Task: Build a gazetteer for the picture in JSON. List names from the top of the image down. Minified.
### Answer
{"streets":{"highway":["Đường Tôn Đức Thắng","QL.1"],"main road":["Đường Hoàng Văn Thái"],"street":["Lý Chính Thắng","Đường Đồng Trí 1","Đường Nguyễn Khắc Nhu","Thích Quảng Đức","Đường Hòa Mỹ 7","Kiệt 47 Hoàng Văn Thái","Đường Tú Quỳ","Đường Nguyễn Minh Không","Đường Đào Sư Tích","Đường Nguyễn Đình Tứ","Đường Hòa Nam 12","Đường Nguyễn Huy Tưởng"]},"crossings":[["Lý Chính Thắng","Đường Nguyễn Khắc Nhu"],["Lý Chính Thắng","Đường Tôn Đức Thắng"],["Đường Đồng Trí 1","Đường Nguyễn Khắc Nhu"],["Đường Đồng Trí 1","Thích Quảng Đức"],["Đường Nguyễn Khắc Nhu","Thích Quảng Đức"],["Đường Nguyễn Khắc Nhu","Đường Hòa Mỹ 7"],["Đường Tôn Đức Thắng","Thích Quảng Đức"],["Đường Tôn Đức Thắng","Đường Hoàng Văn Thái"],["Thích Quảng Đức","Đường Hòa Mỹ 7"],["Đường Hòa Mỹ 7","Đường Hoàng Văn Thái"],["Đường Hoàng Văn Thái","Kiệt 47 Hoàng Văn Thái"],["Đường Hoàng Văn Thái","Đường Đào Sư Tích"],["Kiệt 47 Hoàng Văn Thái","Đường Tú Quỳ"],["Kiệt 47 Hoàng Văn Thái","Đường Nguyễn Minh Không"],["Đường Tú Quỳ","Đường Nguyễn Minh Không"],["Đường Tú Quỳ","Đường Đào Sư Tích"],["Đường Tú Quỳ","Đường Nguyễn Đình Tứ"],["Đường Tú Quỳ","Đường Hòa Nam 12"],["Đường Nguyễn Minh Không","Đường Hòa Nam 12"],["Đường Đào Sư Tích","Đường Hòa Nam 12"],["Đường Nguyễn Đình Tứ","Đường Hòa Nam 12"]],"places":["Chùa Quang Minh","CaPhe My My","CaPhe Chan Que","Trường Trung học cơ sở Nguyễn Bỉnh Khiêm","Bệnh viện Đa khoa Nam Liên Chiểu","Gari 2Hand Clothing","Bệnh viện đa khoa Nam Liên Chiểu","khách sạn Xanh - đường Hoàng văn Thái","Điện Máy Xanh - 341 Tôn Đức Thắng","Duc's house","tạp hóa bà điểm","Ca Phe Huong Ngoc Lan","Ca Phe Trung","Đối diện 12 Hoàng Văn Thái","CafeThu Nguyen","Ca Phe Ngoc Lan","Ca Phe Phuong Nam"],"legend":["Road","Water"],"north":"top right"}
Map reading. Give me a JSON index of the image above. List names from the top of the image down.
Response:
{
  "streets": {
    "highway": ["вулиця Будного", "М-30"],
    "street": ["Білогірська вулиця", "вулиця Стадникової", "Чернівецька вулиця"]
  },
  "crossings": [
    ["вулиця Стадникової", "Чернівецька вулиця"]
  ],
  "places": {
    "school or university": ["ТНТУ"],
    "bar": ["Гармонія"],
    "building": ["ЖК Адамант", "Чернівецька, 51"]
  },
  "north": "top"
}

====================

[What the task requires] From the records above, tally every line that contains the string "image"; the reply consists of that number alone.

[Answer to the exercise] 2